[Stored items]
◆ ◆ ◆ ◆ ◆

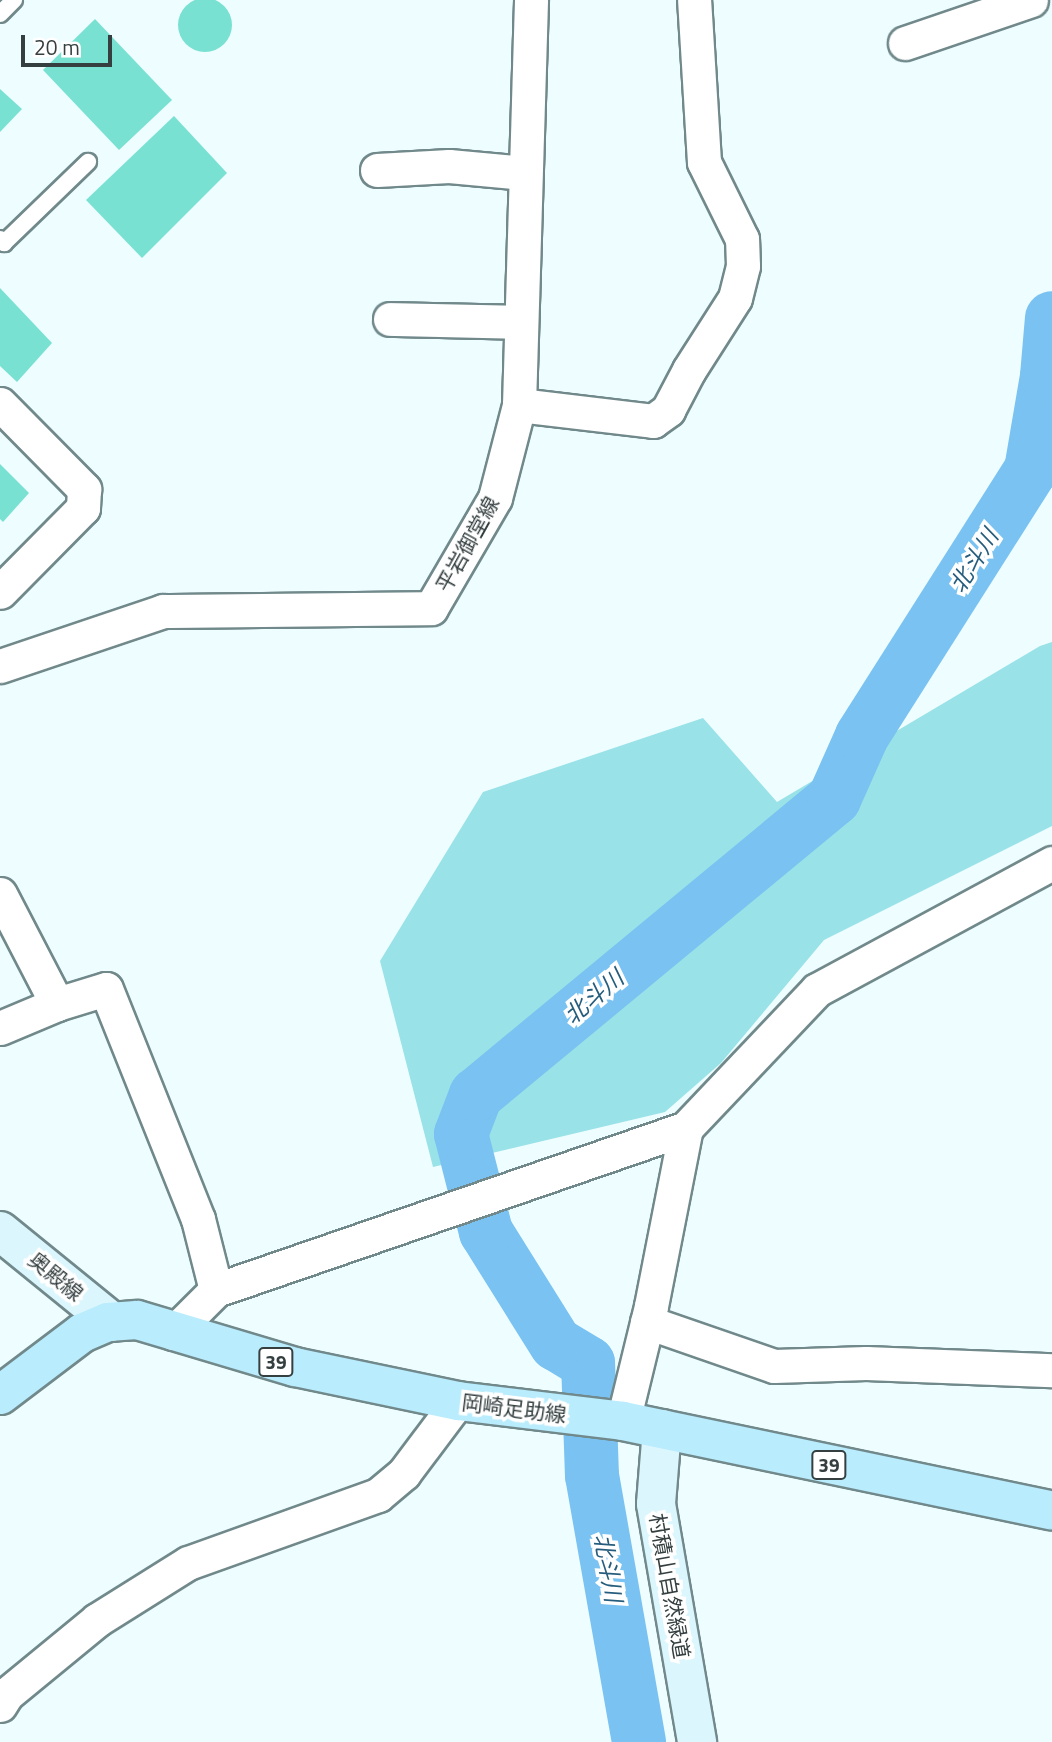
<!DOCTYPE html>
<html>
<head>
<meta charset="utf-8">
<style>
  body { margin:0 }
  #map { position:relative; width:1052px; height:1742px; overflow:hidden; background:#eefdff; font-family:"Titillium Web","Noto Sans JP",sans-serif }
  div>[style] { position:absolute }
  .green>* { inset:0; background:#99e2e8 }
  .river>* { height:54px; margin:-27px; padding:0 27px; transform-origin:27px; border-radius:27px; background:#79c2f1 }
  .building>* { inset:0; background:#79e1d2 }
  .round { border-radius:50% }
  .roads { filter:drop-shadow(2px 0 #71898b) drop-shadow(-2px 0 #71898b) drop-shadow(0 2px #71898b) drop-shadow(0 -2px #71898b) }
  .lane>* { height:16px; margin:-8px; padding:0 8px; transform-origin:8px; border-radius:8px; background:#fff }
  .street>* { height:33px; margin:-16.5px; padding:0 16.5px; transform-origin:16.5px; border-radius:16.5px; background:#fff }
  .secondary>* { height:38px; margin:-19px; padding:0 19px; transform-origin:19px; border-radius:19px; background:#dcf6fe }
  .primary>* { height:38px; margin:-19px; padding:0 19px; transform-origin:19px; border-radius:19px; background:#b9ecfd }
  span { translate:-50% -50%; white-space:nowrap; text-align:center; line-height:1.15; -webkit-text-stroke:7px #fff; paint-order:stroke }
  .shield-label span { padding:2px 5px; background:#fff; border:2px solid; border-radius:5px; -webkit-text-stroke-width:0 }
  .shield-label { font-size:19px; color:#353f40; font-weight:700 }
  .street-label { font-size:21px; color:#353f40 }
  .water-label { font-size:23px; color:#265d7d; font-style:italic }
  .scale { position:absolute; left:21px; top:35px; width:91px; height:32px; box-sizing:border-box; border:4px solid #353f40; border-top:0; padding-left:9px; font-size:21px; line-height:24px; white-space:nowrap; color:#353f40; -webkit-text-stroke:5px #fff; paint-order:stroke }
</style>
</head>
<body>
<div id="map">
  <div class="green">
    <i style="clip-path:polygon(1052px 642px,1052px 826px,824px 940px,721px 1063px,665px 1112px,433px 1167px,380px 961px,483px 792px,703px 718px,777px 802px,1040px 646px)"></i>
  </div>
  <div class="river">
    <i style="left:639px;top:1742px;width:270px;rotate:-100deg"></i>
    <i style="left:592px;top:1476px;width:113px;rotate:-92deg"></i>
    <i style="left:588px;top:1363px;width:37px;rotate:-149deg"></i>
    <i style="left:556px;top:1344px;width:132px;rotate:-122deg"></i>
    <i style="left:486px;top:1232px;width:101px;rotate:-104.3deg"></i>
    <i style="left:461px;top:1134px;width:42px;rotate:-69deg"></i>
    <i style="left:476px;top:1095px;width:465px;rotate:-39.6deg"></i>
    <i style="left:834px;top:799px;width:69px;rotate:-66deg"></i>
    <i style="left:862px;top:736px;width:315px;rotate:-57.6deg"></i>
    <i style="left:1031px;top:470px;width:95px;rotate:-80.3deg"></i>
    <i style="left:1047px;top:376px;width:58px;rotate:-85.1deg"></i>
  </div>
  <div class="building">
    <i class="round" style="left:178px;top:-2px;width:54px;height:54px"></i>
    <i style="clip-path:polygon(95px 19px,172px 100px,119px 150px,43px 70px)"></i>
    <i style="clip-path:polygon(0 89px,22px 109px,0 132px)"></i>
    <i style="clip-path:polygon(174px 116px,227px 173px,142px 258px,86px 200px)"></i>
    <i style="clip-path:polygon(0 288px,52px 343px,17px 382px,0 366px)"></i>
    <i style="clip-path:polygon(0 464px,29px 493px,3px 522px,0 519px)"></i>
  </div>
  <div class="roads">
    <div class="lane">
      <i style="left:0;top:14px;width:20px;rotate:-45deg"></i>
      <i style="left:0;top:239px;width:6px;rotate:45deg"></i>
      <i style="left:4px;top:243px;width:117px;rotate:-44deg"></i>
    </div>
    <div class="street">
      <i style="left:905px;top:43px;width:133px;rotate:-18.8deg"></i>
      <i style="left:377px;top:170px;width:72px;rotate:-3.2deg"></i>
      <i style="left:449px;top:166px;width:76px;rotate:5.3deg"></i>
      <i style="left:390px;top:319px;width:131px;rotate:1.3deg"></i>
      <i style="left:0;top:404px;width:120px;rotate:45.3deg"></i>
      <i style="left:84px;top:489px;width:19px;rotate:93deg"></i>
      <i style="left:83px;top:508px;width:118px;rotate:134.7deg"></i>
      <i style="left:519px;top:405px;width:135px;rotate:6.8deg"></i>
      <i style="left:653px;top:421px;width:19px;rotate:-36deg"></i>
      <i style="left:668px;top:410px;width:45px;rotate:-62.3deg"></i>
      <i style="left:689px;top:370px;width:85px;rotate:-57.4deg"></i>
      <i style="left:735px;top:298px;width:33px;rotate:-76deg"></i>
      <i style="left:743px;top:266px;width:27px;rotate:-92deg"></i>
      <i style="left:742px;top:239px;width:86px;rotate:-116.3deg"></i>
      <i style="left:704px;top:162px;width:162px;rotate:-93.5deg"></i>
      <i style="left:0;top:666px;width:172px;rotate:-18.6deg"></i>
      <i style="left:163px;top:611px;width:268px;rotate:-0.6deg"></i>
      <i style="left:431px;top:608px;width:127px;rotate:-59.8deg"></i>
      <i style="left:495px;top:498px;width:96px;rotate:-75.5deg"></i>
      <i style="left:519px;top:405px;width:405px;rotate:-88.3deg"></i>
      <i style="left:0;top:894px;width:124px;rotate:62.6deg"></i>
      <i style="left:0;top:1028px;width:62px;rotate:-22.8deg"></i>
      <i style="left:57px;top:1004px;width:51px;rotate:-17deg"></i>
      <i style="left:106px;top:989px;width:248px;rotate:68.2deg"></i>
      <i style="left:198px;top:1219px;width:73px;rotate:75.8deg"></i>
      <i style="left:647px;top:1322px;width:134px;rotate:19.1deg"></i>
      <i style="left:774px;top:1366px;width:92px;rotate:-1.9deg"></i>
      <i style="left:866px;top:1363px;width:186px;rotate:2.2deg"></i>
      <i style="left:173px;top:1333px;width:61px;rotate:-45deg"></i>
      <i style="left:216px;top:1290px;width:497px;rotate:-19deg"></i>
      <i style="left:686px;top:1128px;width:190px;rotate:-46.5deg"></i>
      <i style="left:817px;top:990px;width:267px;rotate:-28.4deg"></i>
      <i style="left:623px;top:1421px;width:118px;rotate:-76.3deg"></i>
      <i style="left:651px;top:1306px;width:181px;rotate:-78.9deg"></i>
      <i style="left:0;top:1705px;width:13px;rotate:-58deg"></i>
      <i style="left:7px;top:1694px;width:117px;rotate:-39.4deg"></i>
      <i style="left:97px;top:1620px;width:107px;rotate:-32.1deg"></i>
      <i style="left:188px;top:1563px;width:202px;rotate:-19.7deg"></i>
      <i style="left:378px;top:1495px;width:34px;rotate:-40deg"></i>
      <i style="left:404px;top:1473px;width:90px;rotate:-53.1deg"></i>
    </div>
    <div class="secondary">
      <i style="left:0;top:1231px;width:144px;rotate:39.1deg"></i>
      <i style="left:662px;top:1429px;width:75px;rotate:94.6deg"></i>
      <i style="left:656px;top:1504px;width:242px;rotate:80.2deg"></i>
    </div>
    <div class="primary">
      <i style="left:0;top:1395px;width:103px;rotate:-37.1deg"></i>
      <i style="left:82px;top:1333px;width:28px;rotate:-23deg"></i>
      <i style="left:108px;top:1322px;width:29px;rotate:-4deg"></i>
      <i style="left:137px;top:1320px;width:165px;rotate:16.6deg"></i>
      <i style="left:295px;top:1367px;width:167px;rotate:11.8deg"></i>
      <i style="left:458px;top:1401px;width:166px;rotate:6.9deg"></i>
      <i style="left:623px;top:1421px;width:438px;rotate:11.8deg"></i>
    </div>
  </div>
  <div class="shield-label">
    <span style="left:276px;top:1362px">39</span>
    <span style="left:829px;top:1465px">39</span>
  </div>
  <div class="street-label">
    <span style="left:467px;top:544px;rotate:-61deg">平岩御堂線</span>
    <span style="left:56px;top:1276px;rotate:39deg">奥殿線</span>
    <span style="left:514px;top:1408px;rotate:7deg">岡崎足助線</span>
    <span style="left:670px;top:1586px;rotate:80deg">村積山自然緑道</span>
  </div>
  <div class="water-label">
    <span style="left:974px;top:561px;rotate:-58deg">北斗川</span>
    <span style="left:594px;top:997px;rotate:-40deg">北斗川</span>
    <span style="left:608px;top:1568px;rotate:80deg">北斗川</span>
  </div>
  <div class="scale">20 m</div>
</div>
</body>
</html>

◆ ◆ ◆ ◆ ◆

▶ [Task] The word "roads": say how many lines of the records hold it, and give nothing but the number.

▶ [Task result] 2